Brasília A reforma tributária ocupa lugar de destaque nos programas de governo dos quatro principais candidatos à Presidência, mas nenhum deles afirma que vai reduzir a atual carga de impostos e contribuições cobrada das empresas e dos contribuintes pessoas físicas. No máximo, haveria redistribuição da atual pressão pela arrecadação, que nas três esferas de governo já soma 34% do Produto Interno Bruto (PIB), o equivalente a R$ 441 bilhões.
O ponto central das propostas é comum a todos os candidatos: aumentar a competitividade dos produtos nacionais por meio da ampliação da retirada da cumulatividade das contribuições sociais.
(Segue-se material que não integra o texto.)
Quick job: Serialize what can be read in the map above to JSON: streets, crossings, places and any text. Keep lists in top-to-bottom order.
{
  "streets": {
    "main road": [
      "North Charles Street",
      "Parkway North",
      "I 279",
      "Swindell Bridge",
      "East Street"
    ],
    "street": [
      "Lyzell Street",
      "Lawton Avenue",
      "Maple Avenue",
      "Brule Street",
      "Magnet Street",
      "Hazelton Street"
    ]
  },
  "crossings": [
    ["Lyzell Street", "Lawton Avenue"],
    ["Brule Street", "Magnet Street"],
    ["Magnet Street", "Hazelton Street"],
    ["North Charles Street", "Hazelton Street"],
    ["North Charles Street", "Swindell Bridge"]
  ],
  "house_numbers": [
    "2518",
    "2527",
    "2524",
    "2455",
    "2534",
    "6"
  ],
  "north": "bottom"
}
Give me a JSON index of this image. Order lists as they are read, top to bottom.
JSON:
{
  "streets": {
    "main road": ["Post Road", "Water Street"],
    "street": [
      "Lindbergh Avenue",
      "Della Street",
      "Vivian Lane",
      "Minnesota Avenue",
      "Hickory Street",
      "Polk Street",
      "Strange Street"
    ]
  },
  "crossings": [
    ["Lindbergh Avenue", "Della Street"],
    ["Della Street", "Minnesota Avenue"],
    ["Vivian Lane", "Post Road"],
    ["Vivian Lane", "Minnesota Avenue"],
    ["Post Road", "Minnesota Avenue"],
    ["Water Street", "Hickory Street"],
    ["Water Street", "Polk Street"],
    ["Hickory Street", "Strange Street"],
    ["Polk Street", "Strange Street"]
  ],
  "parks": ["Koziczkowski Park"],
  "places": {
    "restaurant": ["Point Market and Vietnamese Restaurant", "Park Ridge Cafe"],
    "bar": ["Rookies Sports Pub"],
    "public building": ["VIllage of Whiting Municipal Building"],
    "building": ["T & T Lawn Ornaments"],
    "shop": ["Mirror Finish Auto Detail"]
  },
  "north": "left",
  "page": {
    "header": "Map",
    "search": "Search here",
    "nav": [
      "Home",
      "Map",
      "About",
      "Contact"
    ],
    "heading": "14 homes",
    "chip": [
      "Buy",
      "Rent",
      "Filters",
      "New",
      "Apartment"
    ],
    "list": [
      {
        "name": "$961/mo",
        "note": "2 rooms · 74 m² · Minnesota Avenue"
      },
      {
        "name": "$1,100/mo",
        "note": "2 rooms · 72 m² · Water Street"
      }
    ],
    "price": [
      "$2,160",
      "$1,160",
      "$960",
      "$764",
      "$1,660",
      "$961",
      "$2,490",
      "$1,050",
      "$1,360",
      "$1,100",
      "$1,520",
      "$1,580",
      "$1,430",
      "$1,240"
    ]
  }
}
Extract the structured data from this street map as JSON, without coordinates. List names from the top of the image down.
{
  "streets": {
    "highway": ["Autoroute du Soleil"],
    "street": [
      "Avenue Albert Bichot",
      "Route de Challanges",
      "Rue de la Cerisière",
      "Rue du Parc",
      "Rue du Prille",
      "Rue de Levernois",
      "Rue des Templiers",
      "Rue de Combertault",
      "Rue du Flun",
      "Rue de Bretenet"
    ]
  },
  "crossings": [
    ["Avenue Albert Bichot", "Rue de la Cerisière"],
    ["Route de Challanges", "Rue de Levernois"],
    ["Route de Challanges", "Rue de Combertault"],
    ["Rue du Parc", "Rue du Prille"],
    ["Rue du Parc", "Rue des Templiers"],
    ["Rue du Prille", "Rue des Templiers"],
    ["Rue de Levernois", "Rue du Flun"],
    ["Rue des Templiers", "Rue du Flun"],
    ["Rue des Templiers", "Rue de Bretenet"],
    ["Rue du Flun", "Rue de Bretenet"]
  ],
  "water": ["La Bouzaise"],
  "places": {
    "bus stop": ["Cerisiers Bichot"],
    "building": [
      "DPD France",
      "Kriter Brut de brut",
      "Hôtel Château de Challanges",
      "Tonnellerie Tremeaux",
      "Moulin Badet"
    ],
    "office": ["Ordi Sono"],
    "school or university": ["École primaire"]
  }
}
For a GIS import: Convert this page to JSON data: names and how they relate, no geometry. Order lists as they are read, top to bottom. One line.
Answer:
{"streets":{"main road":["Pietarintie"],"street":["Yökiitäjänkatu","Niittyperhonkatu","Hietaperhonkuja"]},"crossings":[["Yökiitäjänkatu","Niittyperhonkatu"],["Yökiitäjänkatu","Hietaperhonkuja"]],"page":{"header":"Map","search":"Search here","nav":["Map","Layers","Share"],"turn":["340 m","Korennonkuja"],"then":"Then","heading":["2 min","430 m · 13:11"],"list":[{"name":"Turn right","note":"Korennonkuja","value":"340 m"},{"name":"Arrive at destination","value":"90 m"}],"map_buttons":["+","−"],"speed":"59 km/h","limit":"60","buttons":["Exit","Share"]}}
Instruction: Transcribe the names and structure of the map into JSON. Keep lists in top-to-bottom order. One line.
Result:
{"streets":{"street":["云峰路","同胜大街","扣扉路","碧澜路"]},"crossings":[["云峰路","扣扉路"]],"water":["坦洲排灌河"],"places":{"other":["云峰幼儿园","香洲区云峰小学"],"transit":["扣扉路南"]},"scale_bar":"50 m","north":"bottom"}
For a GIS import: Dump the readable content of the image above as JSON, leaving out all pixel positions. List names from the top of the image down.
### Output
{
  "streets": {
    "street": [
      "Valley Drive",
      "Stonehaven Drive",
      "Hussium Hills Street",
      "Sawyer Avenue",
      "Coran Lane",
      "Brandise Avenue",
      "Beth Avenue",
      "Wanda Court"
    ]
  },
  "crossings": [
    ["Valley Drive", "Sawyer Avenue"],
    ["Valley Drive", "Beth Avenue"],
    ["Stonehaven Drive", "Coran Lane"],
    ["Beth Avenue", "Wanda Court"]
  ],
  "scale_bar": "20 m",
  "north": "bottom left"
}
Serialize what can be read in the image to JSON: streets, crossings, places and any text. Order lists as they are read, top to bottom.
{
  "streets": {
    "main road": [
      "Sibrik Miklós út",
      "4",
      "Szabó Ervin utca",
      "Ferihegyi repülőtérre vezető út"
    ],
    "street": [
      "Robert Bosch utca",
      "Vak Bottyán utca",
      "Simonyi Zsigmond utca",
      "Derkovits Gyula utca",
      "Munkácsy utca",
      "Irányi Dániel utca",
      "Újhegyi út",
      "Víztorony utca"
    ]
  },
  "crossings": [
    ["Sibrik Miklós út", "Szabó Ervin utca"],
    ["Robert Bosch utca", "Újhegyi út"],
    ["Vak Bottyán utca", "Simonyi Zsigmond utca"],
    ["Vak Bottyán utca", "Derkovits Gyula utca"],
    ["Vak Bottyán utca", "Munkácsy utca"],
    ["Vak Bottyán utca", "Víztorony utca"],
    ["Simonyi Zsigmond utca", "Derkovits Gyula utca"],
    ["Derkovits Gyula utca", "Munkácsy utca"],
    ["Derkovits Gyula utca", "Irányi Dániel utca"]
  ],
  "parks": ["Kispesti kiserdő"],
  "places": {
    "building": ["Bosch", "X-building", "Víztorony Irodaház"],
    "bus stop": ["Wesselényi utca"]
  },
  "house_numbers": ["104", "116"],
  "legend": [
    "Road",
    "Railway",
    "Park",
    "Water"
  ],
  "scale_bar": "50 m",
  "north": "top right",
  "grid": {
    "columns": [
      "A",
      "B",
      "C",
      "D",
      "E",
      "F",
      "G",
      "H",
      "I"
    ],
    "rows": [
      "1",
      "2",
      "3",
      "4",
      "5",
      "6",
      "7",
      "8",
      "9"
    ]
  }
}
Luiz Inácio Lula da Silva (PT), Ciro Gomes (PPS), José Serra (PSDB) e Anthony Garotinho (PSB) entendem que a mudança é primordial para incrementar as exportações e, com isso, melhorar o desempenho da economia.
A constatação foi feita pelo economista Luís Carlos Vitali Bordin, membro da Comissão de Aspectos Tributários do Mercado Comum do Sul (Mercosul) de 1991 a 1994. Ao comparar e analisar as propostas até agora divulgadas de reforma tributária, ele constatou ainda que o combate à sonegação não é ressaltado, bem como a modernização das máquinas arrecadadoras.
A proposta de Serra é a única a preservar o atual quadro do federalismo fiscal, mantendo inalteradas as competências da União, dos Estados e dos municípios para criar e legislar tributos. Ele também não pretende mexer na repartição atual das receitas entre as várias esferas de governo. Segundo Bordin, ao contrário de Serra, que mantém o ICMS o maior tributo sobre o consumo no País , os demais criam o Imposto sobre Valor Agregado (IVA) como substituto.
''O IVA deverá ter competência legislativa federal, o que enfraquecerá o poder dos Estados que têm no ICMS, além da principal fonte de receita, um forte instrumento de política de atração de investimentos, ou seja, o arsenal de armas para a guerra fiscal'', enfatiza Bordin.
Contrário à mudança, Bordin argumenta que o ICMS já tem a técnica de IVA cobrado sobre o valor adicionado a cada etapa da cadeia produtiva e não cumulativo, como é o caso das contribuições sociais sobre o faturamento. Ele constatou ainda que Ciro e Lula têm propostas mais enfáticas sobre a progressividade tributária do que Garotinho e Serra.